# Work required:
Throughout the entries below, report every line where "image" is found.

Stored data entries
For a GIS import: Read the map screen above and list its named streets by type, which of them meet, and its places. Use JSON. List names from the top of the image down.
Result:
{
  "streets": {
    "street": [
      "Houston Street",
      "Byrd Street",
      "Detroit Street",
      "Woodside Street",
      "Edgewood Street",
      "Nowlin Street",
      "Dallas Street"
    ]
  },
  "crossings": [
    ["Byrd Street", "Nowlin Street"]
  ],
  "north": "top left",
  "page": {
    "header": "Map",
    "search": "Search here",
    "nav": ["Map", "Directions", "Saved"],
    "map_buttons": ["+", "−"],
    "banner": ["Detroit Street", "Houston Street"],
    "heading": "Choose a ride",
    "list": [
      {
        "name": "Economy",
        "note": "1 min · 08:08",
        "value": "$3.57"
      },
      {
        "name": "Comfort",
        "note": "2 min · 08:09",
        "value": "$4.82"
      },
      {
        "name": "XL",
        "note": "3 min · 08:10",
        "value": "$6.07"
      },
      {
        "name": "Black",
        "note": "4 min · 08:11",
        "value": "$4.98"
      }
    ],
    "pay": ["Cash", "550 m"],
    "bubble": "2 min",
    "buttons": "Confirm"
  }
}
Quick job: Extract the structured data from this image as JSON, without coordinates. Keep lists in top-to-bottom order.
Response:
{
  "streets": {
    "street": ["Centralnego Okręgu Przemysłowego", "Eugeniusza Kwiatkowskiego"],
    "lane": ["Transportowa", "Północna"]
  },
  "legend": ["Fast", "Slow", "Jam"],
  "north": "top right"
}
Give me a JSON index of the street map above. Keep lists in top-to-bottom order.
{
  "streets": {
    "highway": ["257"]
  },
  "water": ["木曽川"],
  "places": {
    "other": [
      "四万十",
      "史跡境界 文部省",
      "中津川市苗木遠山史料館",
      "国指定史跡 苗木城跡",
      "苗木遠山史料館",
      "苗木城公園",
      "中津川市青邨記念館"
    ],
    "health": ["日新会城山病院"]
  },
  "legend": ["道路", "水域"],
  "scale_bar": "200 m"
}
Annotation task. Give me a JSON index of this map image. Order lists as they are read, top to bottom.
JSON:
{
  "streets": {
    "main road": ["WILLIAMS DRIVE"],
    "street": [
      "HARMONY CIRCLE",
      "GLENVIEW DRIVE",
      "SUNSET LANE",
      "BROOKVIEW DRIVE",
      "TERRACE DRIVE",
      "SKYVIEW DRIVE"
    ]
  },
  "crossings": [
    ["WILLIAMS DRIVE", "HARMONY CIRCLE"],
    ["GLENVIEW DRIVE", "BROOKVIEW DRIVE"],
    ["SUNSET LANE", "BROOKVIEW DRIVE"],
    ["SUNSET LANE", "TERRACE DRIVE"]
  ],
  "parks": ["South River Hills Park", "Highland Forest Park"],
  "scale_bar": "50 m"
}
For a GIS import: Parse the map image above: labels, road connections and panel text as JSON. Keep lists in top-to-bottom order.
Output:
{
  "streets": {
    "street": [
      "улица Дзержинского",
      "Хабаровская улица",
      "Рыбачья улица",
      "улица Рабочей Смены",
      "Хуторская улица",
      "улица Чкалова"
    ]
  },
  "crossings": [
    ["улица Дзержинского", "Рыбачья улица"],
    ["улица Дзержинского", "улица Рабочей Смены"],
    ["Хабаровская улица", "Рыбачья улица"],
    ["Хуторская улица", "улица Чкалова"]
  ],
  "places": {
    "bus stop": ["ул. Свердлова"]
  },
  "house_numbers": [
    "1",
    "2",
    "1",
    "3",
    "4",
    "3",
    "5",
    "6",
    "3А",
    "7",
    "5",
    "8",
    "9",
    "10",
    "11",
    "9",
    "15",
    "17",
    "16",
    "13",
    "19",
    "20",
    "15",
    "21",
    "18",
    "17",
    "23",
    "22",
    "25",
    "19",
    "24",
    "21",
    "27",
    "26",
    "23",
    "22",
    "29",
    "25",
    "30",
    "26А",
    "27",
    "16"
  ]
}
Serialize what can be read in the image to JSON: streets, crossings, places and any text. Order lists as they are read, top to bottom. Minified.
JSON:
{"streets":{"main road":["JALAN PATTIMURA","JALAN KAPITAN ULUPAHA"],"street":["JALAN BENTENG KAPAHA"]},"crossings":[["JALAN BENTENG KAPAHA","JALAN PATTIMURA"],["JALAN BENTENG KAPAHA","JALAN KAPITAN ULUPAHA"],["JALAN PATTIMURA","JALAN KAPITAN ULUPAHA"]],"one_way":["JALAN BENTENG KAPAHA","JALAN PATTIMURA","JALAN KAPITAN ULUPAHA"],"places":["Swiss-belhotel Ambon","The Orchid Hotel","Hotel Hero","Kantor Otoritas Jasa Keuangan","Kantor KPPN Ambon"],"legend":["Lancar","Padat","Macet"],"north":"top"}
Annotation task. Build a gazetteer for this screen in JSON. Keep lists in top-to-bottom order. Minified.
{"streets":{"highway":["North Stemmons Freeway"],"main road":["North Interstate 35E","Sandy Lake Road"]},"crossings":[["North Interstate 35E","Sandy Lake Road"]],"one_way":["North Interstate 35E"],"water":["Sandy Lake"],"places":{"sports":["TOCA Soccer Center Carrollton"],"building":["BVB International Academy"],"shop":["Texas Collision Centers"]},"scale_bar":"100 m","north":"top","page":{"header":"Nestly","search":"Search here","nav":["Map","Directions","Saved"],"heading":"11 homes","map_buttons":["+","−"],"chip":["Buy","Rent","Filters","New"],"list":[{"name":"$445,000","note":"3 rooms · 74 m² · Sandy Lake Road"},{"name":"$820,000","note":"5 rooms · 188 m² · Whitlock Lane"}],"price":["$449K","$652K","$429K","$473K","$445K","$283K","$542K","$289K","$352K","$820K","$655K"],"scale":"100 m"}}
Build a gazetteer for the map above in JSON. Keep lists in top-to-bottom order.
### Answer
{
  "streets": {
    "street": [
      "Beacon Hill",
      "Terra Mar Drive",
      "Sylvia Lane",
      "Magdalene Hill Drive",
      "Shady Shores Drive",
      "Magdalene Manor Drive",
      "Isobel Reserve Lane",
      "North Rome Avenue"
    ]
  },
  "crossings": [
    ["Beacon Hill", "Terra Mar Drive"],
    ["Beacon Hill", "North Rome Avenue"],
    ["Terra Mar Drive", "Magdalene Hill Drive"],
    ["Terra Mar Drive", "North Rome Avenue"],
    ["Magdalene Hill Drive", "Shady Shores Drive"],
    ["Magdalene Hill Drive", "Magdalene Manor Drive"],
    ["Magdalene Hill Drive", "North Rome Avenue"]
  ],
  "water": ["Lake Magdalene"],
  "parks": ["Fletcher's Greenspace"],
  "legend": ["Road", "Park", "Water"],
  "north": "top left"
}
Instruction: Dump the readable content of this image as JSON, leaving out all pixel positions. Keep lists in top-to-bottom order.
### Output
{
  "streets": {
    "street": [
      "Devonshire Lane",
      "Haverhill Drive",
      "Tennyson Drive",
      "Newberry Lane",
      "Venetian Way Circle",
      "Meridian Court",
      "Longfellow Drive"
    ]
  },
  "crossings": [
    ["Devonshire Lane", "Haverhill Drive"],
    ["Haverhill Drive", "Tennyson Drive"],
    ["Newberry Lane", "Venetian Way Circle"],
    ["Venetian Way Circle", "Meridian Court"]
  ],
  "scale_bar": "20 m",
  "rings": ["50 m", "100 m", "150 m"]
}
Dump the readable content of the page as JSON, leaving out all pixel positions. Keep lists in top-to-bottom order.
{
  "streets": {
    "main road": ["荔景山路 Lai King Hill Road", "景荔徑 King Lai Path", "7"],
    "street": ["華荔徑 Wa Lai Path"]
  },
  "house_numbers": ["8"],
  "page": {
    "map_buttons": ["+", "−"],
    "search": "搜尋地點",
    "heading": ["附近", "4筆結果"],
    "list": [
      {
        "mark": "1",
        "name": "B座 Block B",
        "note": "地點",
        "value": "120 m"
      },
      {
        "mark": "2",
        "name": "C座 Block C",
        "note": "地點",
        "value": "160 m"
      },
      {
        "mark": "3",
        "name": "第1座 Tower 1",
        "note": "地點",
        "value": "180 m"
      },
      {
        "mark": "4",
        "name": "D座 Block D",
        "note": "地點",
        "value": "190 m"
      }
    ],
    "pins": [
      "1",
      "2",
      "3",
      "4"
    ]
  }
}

# Answer to the problem:
For a GIS import: Read the map screen above and list its named streets by type, which of them meet, and its places. Use JSON. List names from the top of the image down.
Quick job: Extract the structured data from this image as JSON, without coordinates. Keep lists in top-to-bottom order.
Annotation task. Give me a JSON index of this map image. Order lists as they are read, top to bottom.
For a GIS import: Parse the map image above: labels, road connections and panel text as JSON. Keep lists in top-to-bottom order.
Serialize what can be read in the image to JSON: streets, crossings, places and any text. Order lists as they are read, top to bottom. Minified.
Instruction: Dump the readable content of this image as JSON, leaving out all pixel positions. Keep lists in top-to-bottom order.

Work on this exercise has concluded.